Excerpted data:
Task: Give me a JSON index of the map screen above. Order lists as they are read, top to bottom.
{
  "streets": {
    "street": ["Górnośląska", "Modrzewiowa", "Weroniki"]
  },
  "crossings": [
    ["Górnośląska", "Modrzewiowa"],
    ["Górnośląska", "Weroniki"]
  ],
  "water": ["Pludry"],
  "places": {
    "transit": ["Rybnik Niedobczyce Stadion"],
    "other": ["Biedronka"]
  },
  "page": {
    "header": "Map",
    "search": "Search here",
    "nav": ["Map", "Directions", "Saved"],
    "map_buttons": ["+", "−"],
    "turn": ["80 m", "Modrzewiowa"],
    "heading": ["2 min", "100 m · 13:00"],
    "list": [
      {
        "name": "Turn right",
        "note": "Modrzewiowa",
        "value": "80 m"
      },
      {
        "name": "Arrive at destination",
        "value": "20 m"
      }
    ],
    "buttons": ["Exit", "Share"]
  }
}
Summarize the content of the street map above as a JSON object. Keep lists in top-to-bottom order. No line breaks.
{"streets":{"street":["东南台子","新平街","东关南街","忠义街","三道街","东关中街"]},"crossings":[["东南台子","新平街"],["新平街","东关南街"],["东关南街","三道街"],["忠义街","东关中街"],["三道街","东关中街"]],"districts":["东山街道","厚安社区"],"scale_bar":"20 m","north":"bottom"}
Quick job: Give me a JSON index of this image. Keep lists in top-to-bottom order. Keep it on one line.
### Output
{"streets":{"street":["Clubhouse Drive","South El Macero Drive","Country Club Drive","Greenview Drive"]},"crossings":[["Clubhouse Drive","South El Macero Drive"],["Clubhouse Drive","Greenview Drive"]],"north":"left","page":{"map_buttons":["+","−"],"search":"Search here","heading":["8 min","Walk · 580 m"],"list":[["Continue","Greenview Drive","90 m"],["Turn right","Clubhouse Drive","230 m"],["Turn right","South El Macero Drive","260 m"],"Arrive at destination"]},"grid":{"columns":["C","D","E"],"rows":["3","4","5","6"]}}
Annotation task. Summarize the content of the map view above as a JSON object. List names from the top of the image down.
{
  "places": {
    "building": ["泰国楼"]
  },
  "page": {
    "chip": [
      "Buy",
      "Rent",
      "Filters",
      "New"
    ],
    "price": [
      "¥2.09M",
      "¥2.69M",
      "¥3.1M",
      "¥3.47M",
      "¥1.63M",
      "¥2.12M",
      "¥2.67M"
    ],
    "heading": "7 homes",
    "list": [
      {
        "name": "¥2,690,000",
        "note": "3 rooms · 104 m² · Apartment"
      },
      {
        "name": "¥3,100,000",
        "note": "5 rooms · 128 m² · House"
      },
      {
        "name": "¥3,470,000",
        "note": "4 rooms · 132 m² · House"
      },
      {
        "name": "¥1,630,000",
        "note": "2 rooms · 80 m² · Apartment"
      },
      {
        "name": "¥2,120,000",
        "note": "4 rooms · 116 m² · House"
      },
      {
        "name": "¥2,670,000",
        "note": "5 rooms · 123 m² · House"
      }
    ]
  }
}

Required action: Output the entries verbatim.

Answer box:
Task: Give me a JSON index of the map screen above. Order lists as they are read, top to bottom.
{
  "streets": {
    "street": ["Górnośląska", "Modrzewiowa", "Weroniki"]
  },
  "crossings": [
    ["Górnośląska", "Modrzewiowa"],
    ["Górnośląska", "Weroniki"]
  ],
  "water": ["Pludry"],
  "places": {
    "transit": ["Rybnik Niedobczyce Stadion"],
    "other": ["Biedronka"]
  },
  "page": {
    "header": "Map",
    "search": "Search here",
    "nav": ["Map", "Directions", "Saved"],
    "map_buttons": ["+", "−"],
    "turn": ["80 m", "Modrzewiowa"],
    "heading": ["2 min", "100 m · 13:00"],
    "list": [
      {
        "name": "Turn right",
        "note": "Modrzewiowa",
        "value": "80 m"
      },
      {
        "name": "Arrive at destination",
        "value": "20 m"
      }
    ],
    "buttons": ["Exit", "Share"]
  }
}
Summarize the content of the street map above as a JSON object. Keep lists in top-to-bottom order. No line breaks.
{"streets":{"street":["东南台子","新平街","东关南街","忠义街","三道街","东关中街"]},"crossings":[["东南台子","新平街"],["新平街","东关南街"],["东关南街","三道街"],["忠义街","东关中街"],["三道街","东关中街"]],"districts":["东山街道","厚安社区"],"scale_bar":"20 m","north":"bottom"}
Quick job: Give me a JSON index of this image. Keep lists in top-to-bottom order. Keep it on one line.
### Output
{"streets":{"street":["Clubhouse Drive","South El Macero Drive","Country Club Drive","Greenview Drive"]},"crossings":[["Clubhouse Drive","South El Macero Drive"],["Clubhouse Drive","Greenview Drive"]],"north":"left","page":{"map_buttons":["+","−"],"search":"Search here","heading":["8 min","Walk · 580 m"],"list":[["Continue","Greenview Drive","90 m"],["Turn right","Clubhouse Drive","230 m"],["Turn right","South El Macero Drive","260 m"],"Arrive at destination"]},"grid":{"columns":["C","D","E"],"rows":["3","4","5","6"]}}
Annotation task. Summarize the content of the map view above as a JSON object. List names from the top of the image down.
{
  "places": {
    "building": ["泰国楼"]
  },
  "page": {
    "chip": [
      "Buy",
      "Rent",
      "Filters",
      "New"
    ],
    "price": [
      "¥2.09M",
      "¥2.69M",
      "¥3.1M",
      "¥3.47M",
      "¥1.63M",
      "¥2.12M",
      "¥2.67M"
    ],
    "heading": "7 homes",
    "list": [
      {
        "name": "¥2,690,000",
        "note": "3 rooms · 104 m² · Apartment"
      },
      {
        "name": "¥3,100,000",
        "note": "5 rooms · 128 m² · House"
      },
      {
        "name": "¥3,470,000",
        "note": "4 rooms · 132 m² · House"
      },
      {
        "name": "¥1,630,000",
        "note": "2 rooms · 80 m² · Apartment"
      },
      {
        "name": "¥2,120,000",
        "note": "4 rooms · 116 m² · House"
      },
      {
        "name": "¥2,670,000",
        "note": "5 rooms · 123 m² · House"
      }
    ]
  }
}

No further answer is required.